When disturbed, the squid often pulls its head and arms into the mantle cavity, and folds its fins tightly against the mantle to form a turgid ball. The squid may ink into the mantle cavity, making the ball opaque. This was thought to be an aberrant behavior due to the stress and confinement of shipboard aquaria, until the same inking behavior was seen in cranchiids observed from submersibles (in situ). The exact function of this behavior is unknown, but inking could help them change color or may be used as a chemical weapon against predators.

=== Diet ===
C. scabra are known to eat small fish, crustaceans, and other organisms of similar size.

=== Life history ===
Like all cephalopods, glass squids are gonochoric, with separate sexes. Males perform displays to attract potential female mates. During the mating process, the male squids hold the female squids and insert the hectocotylus into the mantle cavity of the female squid. Fertilization occurs within this mantle cavity and embryos hatch into a planktonic stage prior to growing to their adult size.

==== Growth ====
C. scabra are some of the fastest growing squids. During the first 4–5 months of their development, they feed and grow very rapidly in epipelagic waters. They move into deeper waters to mature and spawn.
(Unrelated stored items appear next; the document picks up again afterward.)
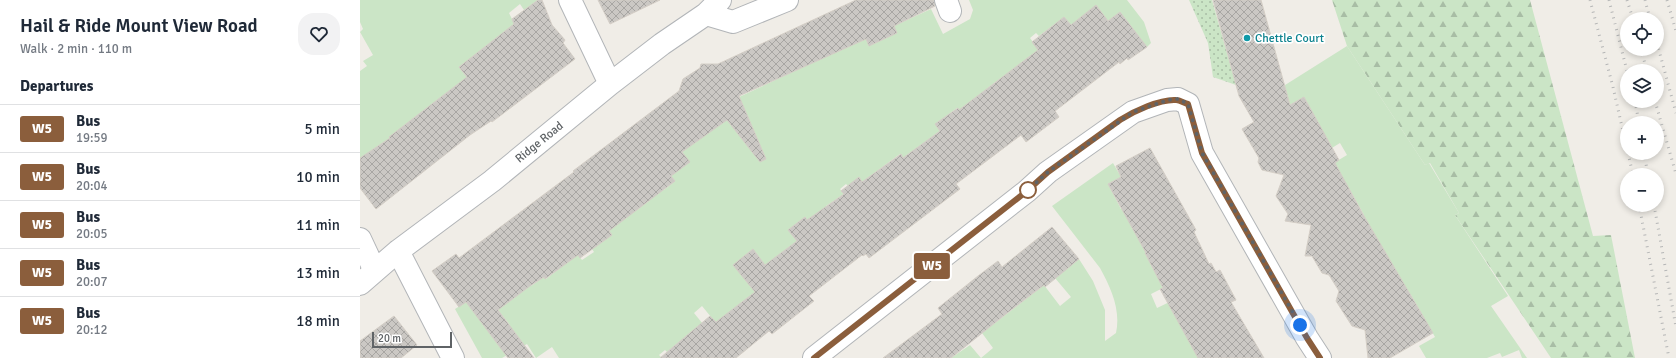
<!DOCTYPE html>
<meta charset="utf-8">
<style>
:root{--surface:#fff;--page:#f2f2f3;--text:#1f2937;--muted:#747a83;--line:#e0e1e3}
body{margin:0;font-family:Signika,sans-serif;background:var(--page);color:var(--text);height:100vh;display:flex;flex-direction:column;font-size:15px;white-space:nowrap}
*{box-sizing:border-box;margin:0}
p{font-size:13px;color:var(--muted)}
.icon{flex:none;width:22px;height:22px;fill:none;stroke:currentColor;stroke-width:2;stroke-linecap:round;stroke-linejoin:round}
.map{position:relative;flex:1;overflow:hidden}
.side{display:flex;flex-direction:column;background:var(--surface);width:360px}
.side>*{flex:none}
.badge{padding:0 8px;border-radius:3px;font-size:14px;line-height:26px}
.fabs{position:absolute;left:1260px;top:12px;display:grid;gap:8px}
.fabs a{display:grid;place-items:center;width:44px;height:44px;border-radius:50%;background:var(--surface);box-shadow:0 2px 6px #0003;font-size:20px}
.scale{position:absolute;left:12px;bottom:10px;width:80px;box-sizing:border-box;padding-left:4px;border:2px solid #5f6366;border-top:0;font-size:11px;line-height:14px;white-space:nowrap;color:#5f6366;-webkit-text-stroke:3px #fff;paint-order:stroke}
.you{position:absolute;width:20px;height:20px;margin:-10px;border:3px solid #fff;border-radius:50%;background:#1a73e8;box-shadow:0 0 0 6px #1a73e833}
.map>.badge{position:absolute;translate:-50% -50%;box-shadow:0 0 0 2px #fff}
h2{padding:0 20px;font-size:15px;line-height:36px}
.round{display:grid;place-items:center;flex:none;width:42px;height:42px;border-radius:16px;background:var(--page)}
.overview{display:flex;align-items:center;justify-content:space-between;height:68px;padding:0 20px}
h1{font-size:19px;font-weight:600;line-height:30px}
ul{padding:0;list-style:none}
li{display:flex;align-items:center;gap:12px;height:48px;padding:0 20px;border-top:1px solid var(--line)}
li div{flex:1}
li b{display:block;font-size:15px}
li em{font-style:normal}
li .badge{min-width:44px;font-weight:700;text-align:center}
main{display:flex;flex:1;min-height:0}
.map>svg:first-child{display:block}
</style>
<main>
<section class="side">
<div class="overview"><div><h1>Hail &amp; Ride Mount View Road</h1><p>Walk · 2 min · 110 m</p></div><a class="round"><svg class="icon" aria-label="heart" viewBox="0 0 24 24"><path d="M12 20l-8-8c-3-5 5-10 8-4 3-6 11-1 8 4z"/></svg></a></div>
<h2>Departures</h2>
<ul>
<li><span class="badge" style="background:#8b5e3c;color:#fff">W5</span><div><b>Bus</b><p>19:59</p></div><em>5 min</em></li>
<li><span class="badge" style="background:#8b5e3c;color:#fff">W5</span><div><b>Bus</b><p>20:04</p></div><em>10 min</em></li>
<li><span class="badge" style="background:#8b5e3c;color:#fff">W5</span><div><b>Bus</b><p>20:05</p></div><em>11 min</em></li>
<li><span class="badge" style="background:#8b5e3c;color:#fff">W5</span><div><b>Bus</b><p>20:07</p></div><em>13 min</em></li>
<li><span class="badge" style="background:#8b5e3c;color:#fff">W5</span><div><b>Bus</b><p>20:12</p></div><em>18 min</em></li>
</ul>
</section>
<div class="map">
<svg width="1316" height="358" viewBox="0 0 1316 358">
<defs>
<pattern id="grass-dots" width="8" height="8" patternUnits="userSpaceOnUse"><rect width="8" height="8" fill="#cbe5c6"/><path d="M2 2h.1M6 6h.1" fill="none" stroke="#a8bda5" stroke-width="1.8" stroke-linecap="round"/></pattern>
<pattern id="forest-firs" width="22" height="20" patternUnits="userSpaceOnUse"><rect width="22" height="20" fill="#cbe5c6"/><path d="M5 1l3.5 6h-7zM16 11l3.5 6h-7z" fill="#a8bda5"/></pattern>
<pattern id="building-cross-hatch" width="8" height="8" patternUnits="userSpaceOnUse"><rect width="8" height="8" fill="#cbc8c4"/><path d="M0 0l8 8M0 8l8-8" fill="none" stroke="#a8a6a3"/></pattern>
</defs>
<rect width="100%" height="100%" fill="#f0ede7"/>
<path fill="url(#grass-dots)" d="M 829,0 L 852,0 L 876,85 L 853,77 L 848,43 Z"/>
<path fill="url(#forest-firs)" d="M 972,0 L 1170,0 L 1233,236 L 1251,235 L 1275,358 L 1191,358 L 1095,215 L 1099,213 L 1070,163 L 1065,165 L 987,46 Z"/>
<path fill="#cbe5c6" d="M 0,0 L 178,0 L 164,10 L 160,4 L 149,13 L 155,25 L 99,67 L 109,80 L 101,82 L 29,137 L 30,139 L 0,158 L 0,71 L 7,66 L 3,61 L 13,55 L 0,32 L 3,29 L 0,22 Z
M 609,0 L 767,0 L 784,22 L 791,43 L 787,47 L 760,12 L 748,21 L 736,5 L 722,41 L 704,17 L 679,36 L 676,33 L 670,38 L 691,66 L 642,77 L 629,87 L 608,122 L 597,108 L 576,124 L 580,131 L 543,158 L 540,154 L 502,182 L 499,177 L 488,186 L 486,184 L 480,189 L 484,194 L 466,206 L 477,220 L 453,228 L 445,217 L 428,230 L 437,241 L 412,274 L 392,250 L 383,257 L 395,292 L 356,323 L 342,306 L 334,313 L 347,329 L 326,351 L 319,342 L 307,352 L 305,350 L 299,355 L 301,357 L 300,358 L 199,358 L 192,347 L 176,358 L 167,344 L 142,358 L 122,358 L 95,309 L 111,299 L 150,325 L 138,310 L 156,266 L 171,286 L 184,277 L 186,279 L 199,269 L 203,236 L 222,260 L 234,252 L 232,249 L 252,235 L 236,214 L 277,210 L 289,201 L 285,164 L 304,190 L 315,181 L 311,176 L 329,162 L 318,146 L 350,131 L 367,120 L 376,131 L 390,122 L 379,97 L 506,38 L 509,46 L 537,33 L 534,26 L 571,9 L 583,34 L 610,19 L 613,10 Z
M 987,46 L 1065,165 L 1069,163 L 1099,213 L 1095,215 L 1148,296 L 1131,306 L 1167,358 L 1162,358 L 1159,350 L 1142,357 L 1140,353 L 1127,358 L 1066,358 L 1059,346 L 1075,337 L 1051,295 L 1035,304 L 1001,217 L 1004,215 L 990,190 L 957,173 L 987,155 L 980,143 L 967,151 L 953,113 L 944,97 L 924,108 L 914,92 Z
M 753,163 L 761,177 L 748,184 L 761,209 L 774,202 L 799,246 L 785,253 L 793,269 L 807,262 L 803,288 L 791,294 L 797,308 L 824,295 L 855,358 L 591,358 L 610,345 L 621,358 L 633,348 L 622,333 L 684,285 L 700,306 L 711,297 L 695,278 L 719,259 L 733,281 L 745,310 L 745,341 L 756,333 C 761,310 751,288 740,268 L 692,206 Z"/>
<path fill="url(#building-cross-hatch)" stroke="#d4cec6" d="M 178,0 L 182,0 L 192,25 L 205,40 L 203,43 L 215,59 L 132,122 L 131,121 L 110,135 L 16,209 L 0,188 L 0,158 L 30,138 L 29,137 L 107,77 L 99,67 L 154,24 L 152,19 Z
M 238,0 L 300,0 L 250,24 Z
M 496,0 L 574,0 L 575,6 L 534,26 L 537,33 L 509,46 L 506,39 L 379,96 L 406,159 L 400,162 L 367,120 L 322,152 L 330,162 L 311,176 L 315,181 L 249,231 L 252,235 L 220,258 L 218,255 L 185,279 L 184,277 L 170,286 L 138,310 L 174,358 L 148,358 L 106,302 L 99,307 L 72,271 L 96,254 L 99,258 L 214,172 L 213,171 L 319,91 L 323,79 L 340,68 L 341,64 L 358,64 Z
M 853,0 L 901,0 L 930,105 L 944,97 L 979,160 L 975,163 L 1004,216 L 1073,333 L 1030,358 L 1008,358 L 1005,330 L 992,326 L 976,301 L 979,291 L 969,275 L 962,273 L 952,256 L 945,256 L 951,225 L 925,221 L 928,214 L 916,196 L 924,175 L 902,170 L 898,162 L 899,158 L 882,129 L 894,122 L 879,96 Z
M 736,5 L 748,21 L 760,12 L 787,47 L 768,60 L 767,58 L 760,64 L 759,62 L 695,111 L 699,117 L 666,142 L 661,135 L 596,184 L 600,189 L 509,258 L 506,254 L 503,256 L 502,255 L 449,296 L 454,301 L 412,334 L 409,331 L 376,358 L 300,358 L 350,316 L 356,322 L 395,292 L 373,265 L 393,249 L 405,265 L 437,241 L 428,230 L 445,217 L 447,220 L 484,194 L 481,191 L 499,177 L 502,182 L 541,154 L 543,158 L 580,131 L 575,124 L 598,108 L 599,110 L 678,50 L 672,42 L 704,17 L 711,25 Z
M 790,148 L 836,230 L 834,232 L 849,264 L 851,263 L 856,272 L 860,270 L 876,300 L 871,302 L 904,358 L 838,358 L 800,289 L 803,288 L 785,253 L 786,253 L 748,184 L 761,177 L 756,166 Z
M 692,227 L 719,259 L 685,287 L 684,285 L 646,314 L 591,358 L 523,358 L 582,314 L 578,308 L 618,276 L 638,261 L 642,267 Z
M 34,316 L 57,345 L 41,358 L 0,358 L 0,341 Z"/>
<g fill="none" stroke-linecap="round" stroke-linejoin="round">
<defs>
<path id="minor" d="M 210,0 L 250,84
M 586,0 L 590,11
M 346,14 L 373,22 L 427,0
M 0,239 L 15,271
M 38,251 L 93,358
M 0,284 L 38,251 L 132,181 L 250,84 L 302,44 L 346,14 L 360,0
M 454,358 L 667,191 L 688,172 L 773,112 L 807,100 L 818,99 L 828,104 L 842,153 L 947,338 L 960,358"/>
</defs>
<use href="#minor" stroke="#b2b5b8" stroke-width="24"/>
<use href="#minor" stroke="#fff" stroke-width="22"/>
<path stroke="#b5b6b6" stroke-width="3" stroke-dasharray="1 5" stroke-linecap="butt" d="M 1230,0 L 1253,87 L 1267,149
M 1249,0 L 1267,71
M 1267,0 L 1273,19
M 1285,0 L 1290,19
M 1307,0 L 1316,31
M 1297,43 L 1316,113
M 1281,49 L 1287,71
M 1275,101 L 1279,123
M 1295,101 L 1316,174
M 1268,153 L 1273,175
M 1284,153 L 1288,175
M 1279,205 L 1309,358
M 1294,205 L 1316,327"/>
</g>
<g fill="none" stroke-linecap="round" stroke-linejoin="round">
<defs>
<path id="line" d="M 454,358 L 667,191 L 688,172 L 760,120 C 774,111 800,99 816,100 C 820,100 824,103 828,104 L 842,153 L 947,338 L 960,358"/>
</defs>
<use href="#line" stroke="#fff" stroke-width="9"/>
<use href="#line" stroke="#8b5e3c" stroke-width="6"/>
<path stroke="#5f6366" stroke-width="4" stroke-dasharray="0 7.2" d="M 668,190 L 667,191 L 688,172 L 773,112 L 808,100 L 818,99 L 828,104 L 842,153 L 940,325"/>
</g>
<circle fill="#0f9aa8" stroke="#fff" stroke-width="1.5" cx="887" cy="38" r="4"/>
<circle fill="#fff" stroke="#8b5e3c" stroke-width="2" cx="668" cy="190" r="8"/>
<g text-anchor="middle" stroke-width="3.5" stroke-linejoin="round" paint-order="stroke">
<g font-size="12" fill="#0d838f" stroke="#fff" text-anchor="start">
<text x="895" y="42">Chettle Court</text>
</g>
<g font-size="12" fill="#5f6366" stroke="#fff">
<text transform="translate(179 142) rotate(-39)" y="4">Ridge Road</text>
</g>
</g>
</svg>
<div class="fabs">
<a><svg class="icon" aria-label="locate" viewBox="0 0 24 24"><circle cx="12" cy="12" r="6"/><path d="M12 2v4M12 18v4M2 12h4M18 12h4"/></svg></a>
<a><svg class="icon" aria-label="layers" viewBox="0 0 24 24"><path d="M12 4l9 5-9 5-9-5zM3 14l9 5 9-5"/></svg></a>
<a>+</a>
<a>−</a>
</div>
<div class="scale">20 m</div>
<div class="you" style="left:940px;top:325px"></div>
<b class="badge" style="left:572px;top:266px;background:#8b5e3c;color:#fff">W5</b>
</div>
</main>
Statoliths are calcareous structures found in cephalopods which detect body accelerations throughout movement. The age and growth rates of these squids can be estimated through analysis of statolith microstructure. There are two growth zones in statolith microstructures: an inner, translucent postnuclear zone, and an outer, pale white opaque zone. Researchers hypothesize that the translucent peripheral zones in statoliths develop later, after the transition to deep water.

The lifespan of C. scabra is unknown; the oldest immature squid studied were 166 days old, with MLs of 114 and 118 mm.